The private secondaries market is absorbing $35 billion per quarter as limited partners liquidate venture and growth stakes outside the primary exit cycle, according to data compiled across J.P. Morgan, Apollo, and American Investment Council reports released this month. Institutional LPs—university endowments, insurance portfolios, and sovereign wealth vehicles—are selling fund positions at 15 to 20 percent discounts to net asset value rather than wait eighteen to thirty-six months for IPO windows or strategic acquisitions that may not materialize.

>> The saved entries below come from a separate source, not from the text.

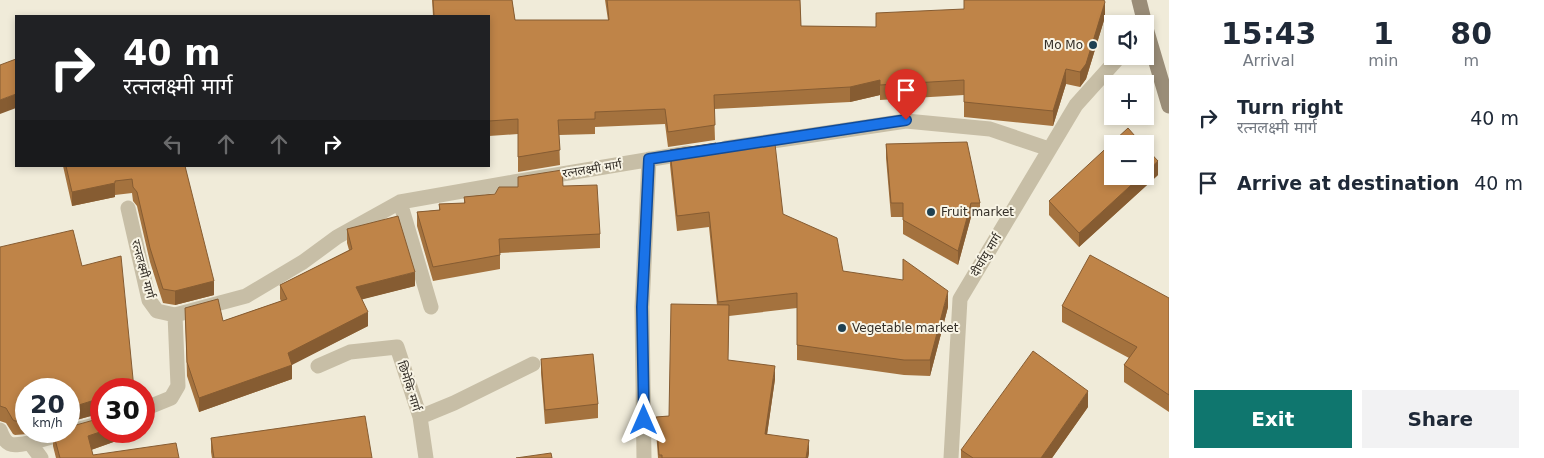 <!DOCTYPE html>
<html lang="en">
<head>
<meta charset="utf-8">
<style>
  :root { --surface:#fff; --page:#f2f2f3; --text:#1f2937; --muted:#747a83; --accent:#0f766e }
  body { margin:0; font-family:"DejaVu Sans","Noto Sans Devanagari",sans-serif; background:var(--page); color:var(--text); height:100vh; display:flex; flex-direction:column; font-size:19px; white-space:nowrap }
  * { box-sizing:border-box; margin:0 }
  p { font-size:16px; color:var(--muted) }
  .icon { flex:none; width:28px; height:28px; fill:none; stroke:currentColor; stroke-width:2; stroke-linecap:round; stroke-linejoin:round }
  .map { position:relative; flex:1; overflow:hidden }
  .side { display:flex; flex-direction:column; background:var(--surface); width:375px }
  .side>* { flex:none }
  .guide { position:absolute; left:15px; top:15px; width:475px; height:152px; border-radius:0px; box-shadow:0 2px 8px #0003; background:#202124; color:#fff; overflow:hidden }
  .fabs { position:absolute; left:1104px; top:15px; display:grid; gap:10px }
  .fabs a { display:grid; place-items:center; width:50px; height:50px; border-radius:0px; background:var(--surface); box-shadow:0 2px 8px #0003; font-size:25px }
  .speed { position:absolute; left:15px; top:378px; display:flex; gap:10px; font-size:25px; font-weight:700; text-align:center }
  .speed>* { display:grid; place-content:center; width:65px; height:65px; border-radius:50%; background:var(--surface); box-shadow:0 2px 8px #0003; line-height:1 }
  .speed small { font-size:12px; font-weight:400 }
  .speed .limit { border:8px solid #d22; background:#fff; color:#111 }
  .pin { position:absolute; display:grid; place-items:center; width:42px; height:42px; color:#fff; margin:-51px -21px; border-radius:50% 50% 50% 0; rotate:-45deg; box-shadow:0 0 5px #0007 }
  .pin .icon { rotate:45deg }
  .me { position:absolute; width:55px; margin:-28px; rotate:0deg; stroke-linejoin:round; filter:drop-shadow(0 0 4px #0008) }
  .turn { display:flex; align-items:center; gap:18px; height:105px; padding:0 25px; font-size:22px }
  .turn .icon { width:65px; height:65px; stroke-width:2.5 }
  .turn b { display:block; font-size:35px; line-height:42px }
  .lanes { display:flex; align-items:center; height:48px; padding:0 25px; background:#0003; justify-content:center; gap:25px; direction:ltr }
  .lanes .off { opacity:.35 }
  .eta { display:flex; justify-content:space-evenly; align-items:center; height:85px; text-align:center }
  .eta b { font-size:30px; font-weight:600; line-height:35px }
  .action { display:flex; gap:10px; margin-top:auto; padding:10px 25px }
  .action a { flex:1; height:58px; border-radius:0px; background:var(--accent); color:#fff; font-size:20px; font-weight:600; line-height:58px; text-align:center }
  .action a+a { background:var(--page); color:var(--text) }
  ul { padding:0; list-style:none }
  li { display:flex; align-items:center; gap:15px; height:65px; padding:0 25px }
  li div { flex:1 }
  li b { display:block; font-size:19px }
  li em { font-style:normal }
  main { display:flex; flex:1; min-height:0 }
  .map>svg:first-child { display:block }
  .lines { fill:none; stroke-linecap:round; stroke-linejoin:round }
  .street { stroke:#c7bea6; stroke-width:15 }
  .secondary { stroke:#9a8d78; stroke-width:15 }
  .wall { fill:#a4723e }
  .shaded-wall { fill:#865c32 }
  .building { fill:#bf8448; stroke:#865c32 }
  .route-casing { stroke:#114b97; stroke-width:12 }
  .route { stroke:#1a73e8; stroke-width:9 }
  .poi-dot { fill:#1f4152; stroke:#f8f4e5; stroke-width:2 }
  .labels { text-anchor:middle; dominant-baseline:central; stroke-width:4; stroke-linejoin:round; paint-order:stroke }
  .poi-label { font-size:12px; fill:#332e27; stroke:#f8f4e5; text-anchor:start }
  .street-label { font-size:12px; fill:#332e27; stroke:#f8f4e5 }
</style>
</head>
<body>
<main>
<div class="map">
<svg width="1169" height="458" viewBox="0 0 1169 458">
  <rect width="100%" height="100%" fill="#f0ebd9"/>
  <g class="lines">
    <path class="street" d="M726 148 906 121 990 129 1049 149
      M400 202 431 307
      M128 208 149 300 157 311 175 315
      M318 366 350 352 397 347 420 417 426 458
      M144 409 171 398 178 386 175 315 246 296 303 262 337 237 400 202 514 182 688 153
      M420 417 454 403 533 364
      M0 430C7 449 13 445 30 443L41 458
      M30 443 101 423
      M644 458 642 307 649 159
      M951 458 960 299 1076 105 1120 56"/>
    <path class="secondary" d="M1139 0 1145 24
      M1145 25 1169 106"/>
  </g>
  <path class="wall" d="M432 0H512L515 20H608L605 0H800L801 26 876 27 1105 17 1086 79 1080 87 1066 84 1053 126 964 117V95L880 100V95L850 102 714 109 715 140 668 147 665 124 595 127V134L559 135 560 165 518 172V134L489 136V16H433Z
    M886 144 980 203V217H971L958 265 903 234V217H891L886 158Z
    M716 145 783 214 843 271 948 307 930 376 904 375 797 360V308L729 316 728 360 775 379 767 435 809 453 808 458H658L656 431V417L669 416 717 305 709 227 677 231 670 165V150Z
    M63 166H185L214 295 175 305 163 303 150 262 137 206 133 201 132 193 115 195V197L72 206Z
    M1158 175 1079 247 1049 215V201Z
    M563 186 600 234V248L500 253V269L433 281 417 226V212L439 210V204L464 203V197L495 194Z
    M347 229 415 286 362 299 368 326 292 364V379L199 412 187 376 185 308 223 321 281 301 280 299V285L349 250 347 243Z
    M0 247 101 389V415L98 414 69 422V389H26V431H37L28 434 15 435 13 434 6 423 0 421Z
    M1169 298V412L1124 382V365L1129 358 1062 322V306Z
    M541 359 598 404V418L545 424 541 373Z
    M1088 407 1052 458H961V450Z
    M136 431V434L91 450 93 455 179 458H56L53 446V432Z
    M211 438 372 458H212L211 452Z"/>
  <path class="shaded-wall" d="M1105 2V17L1086 79 1080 87V72Z
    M1066 69V84L1053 126V111Z
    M880 80V95L850 102V87Z
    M16 94V108L0 114V100Z
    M1158 161V175L1079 247V233L1141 176H1145V173Z
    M115 183V197L72 206V192Z
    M971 203V217L958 265V251Z
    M415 272V286L356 301V287Z
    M214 281V295L175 305V291Z
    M948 291V307L930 376V360Z
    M368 312V326L288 367 292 365V379L199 412V398Z
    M775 366V379L765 448V434Z
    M1088 391V407L1052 458H1041Z
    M98 399V414L69 422V408Z
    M28 431H37L28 434Z
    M103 431H136V434L88 451V436Z
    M809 440V453L808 458H806Z"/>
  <path class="building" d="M433 0H512L515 20H609L607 0H800L801 26 876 27V13L964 9V0H1104L1105 2 1086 64 1080 72 1066 69 1053 111 964 102V80L880 85V80L850 87 714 95 715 125 668 132 665 109 595 112V119L558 120 560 150 518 157V119L489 121V16H434Z
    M16 59V94L0 100V65Z
    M1128 128 1142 144H1112V176H1141L1079 233 1049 201Z
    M967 142 980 203H971L958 251 903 220V203H891L886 144Z
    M716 143V145L775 144 783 214 837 238 843 271 903 280V259L948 291 930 360H904L797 345V293L718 302 709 212 677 216 670 150Z
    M1145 147 1158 161 1145 173Z
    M66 166H185L214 281 175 291 163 289 150 248 137 192 133 187 132 179 115 181V183L72 192Z
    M562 170 563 186 597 185 600 234 499 239 500 255 433 267 417 212 440 210 439 204 465 203 464 197 495 194 499 187H518V177Z
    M398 216 415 272 356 287 368 312 288 353 292 365 199 398 187 362 185 308 218 299 223 321 287 299 280 285 352 249 347 229Z
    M73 230 82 266 121 256 134 389H101V400L98 399 69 408V389H26V420L15 421 13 420 6 408 0 406V247Z
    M1090 255 1169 298V395L1124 365 1137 347 1062 306Z
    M671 304 729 305 728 360 775 366 765 434 809 440 806 458H662V455H659L656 417 669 416Z
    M1033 351 1088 391 1041 458H973L961 450Z
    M593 354 598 404 545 410 541 359Z
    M365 416 372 458H214L211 438Z
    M101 418V431H103L88 436 93 455 176 443 179 458H60L53 432 69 431V427Z
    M551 453 552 458H516Z"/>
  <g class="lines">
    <g class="route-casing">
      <path id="route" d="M644 420 642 307 649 159 906 120"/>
    </g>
    <use href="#route" class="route"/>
  </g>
  <g class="poi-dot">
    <circle cx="1093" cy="45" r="5"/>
    <circle cx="931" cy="212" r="5"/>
    <circle cx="842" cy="328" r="5"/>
  </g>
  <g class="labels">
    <g class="poi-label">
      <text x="1083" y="45" text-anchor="end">Mo Mo</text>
      <text x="941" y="212">Fruit market</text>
      <text x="852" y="328">Vegetable market</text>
    </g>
    <g class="street-label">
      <text transform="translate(592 169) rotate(-9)">रत्नलक्ष्मी मार्ग</text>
      <text transform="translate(986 255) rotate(-59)">दीर्घायु मार्ग</text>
      <text transform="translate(143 269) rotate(75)">रत्नलक्ष्मी मार्ग</text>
      <text transform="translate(409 386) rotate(72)">छिमेकि मार्ग</text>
    </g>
  </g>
</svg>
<div class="fabs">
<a><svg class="icon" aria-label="sound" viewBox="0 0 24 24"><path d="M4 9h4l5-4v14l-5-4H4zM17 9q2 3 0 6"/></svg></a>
<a>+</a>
<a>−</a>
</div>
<div class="speed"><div>20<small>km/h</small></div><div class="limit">30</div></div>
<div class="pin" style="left:906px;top:120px;background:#d93025"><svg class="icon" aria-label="arrive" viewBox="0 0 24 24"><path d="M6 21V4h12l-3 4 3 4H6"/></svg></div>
<svg class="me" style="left:644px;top:420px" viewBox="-20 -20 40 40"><path d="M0-17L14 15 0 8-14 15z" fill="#1a73e8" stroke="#fff" stroke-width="4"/></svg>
<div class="guide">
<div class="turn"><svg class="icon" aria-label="right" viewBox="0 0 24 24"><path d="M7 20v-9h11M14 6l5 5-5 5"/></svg><div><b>40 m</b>रत्नलक्ष्मी मार्ग</div></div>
<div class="lanes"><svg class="icon off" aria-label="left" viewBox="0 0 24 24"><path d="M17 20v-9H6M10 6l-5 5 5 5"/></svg><svg class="icon off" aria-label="ahead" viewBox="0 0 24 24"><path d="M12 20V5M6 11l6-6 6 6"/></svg><svg class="icon off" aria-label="ahead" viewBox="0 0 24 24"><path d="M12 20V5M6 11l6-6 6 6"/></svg><svg class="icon" aria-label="right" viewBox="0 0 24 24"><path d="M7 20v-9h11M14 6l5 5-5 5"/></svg></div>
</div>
</div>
<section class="side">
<div class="eta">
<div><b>15:43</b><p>Arrival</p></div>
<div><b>1</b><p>min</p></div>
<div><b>80</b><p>m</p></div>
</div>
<ul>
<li><svg class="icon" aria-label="right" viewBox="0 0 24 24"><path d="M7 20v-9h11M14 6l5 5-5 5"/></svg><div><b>Turn right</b><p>रत्नलक्ष्मी मार्ग</p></div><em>40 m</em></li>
<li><svg class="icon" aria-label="arrive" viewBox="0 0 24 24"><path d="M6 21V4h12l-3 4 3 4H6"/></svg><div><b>Arrive at destination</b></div><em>40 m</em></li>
</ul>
<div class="action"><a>Exit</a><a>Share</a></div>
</section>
</main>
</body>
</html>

The shift is structural, not tactical. Traditional exit paths have narrowed: US IPO proceeds dropped 72 percent year-over-year through Q3, while M&A activity in venture-backed technology fell 41 percent by deal count. LPs facing denominator effects—where private allocations swell beyond target weights as public equities decline—cannot rebalance through new commitments alone. Secondary sales let them harvest partial liquidity, lock gains from 2020–2021 vintage funds, and redeploy into lower-priced 2024 primaries without breaching allocation mandates. Apollo's latest positioning paper notes that secondaries now represent four to six percent of total private market AUM, double the ratio from 2019, and the firm projects sustained 12 percent annual growth through 2027.
This creates asymmetry. Sellers need liquidity; buyers acquire diversified exposure at below-NAV entry points and inherit portfolios already three to five years into their J-curves. Secondary buyers—Lexington Partners, Coller Capital, Goldman Sachs Asset Management—are raising dedicated funds at pace. Lexington closed its tenth secondaries vehicle at $22.6 billion in September, the largest such fund on record. The pricing dynamic is stable: because transactions involve whole fund stakes or LP portfolio strips rather than direct company shares, valuation disputes are fewer and execution timelines compress to sixty to ninety days versus six to twelve months for primary fundraising.
Operators and allocators should track three markers. First, whether secondary pricing spreads widen beyond the current 15 to 20 percent range—any move past 25 percent signals forced selling and possible distress rather than strategic rebalancing. Second, whether GPs begin facilitating tender offers for direct company shares at the portfolio-company level, a sign that fund-level secondaries alone cannot meet LP demand. Third, the timing of new SEC Form PF disclosures in Q1 2025, which will show whether large institutional LPs reduced private allocations in aggregate during 2024 or simply reshuffled them through secondary transactions.
The tell is in the spread. When LPs accept 18 percent haircuts to exit positions they marked up 140 percent three years ago, the liquidity premium has repriced the entire private stack.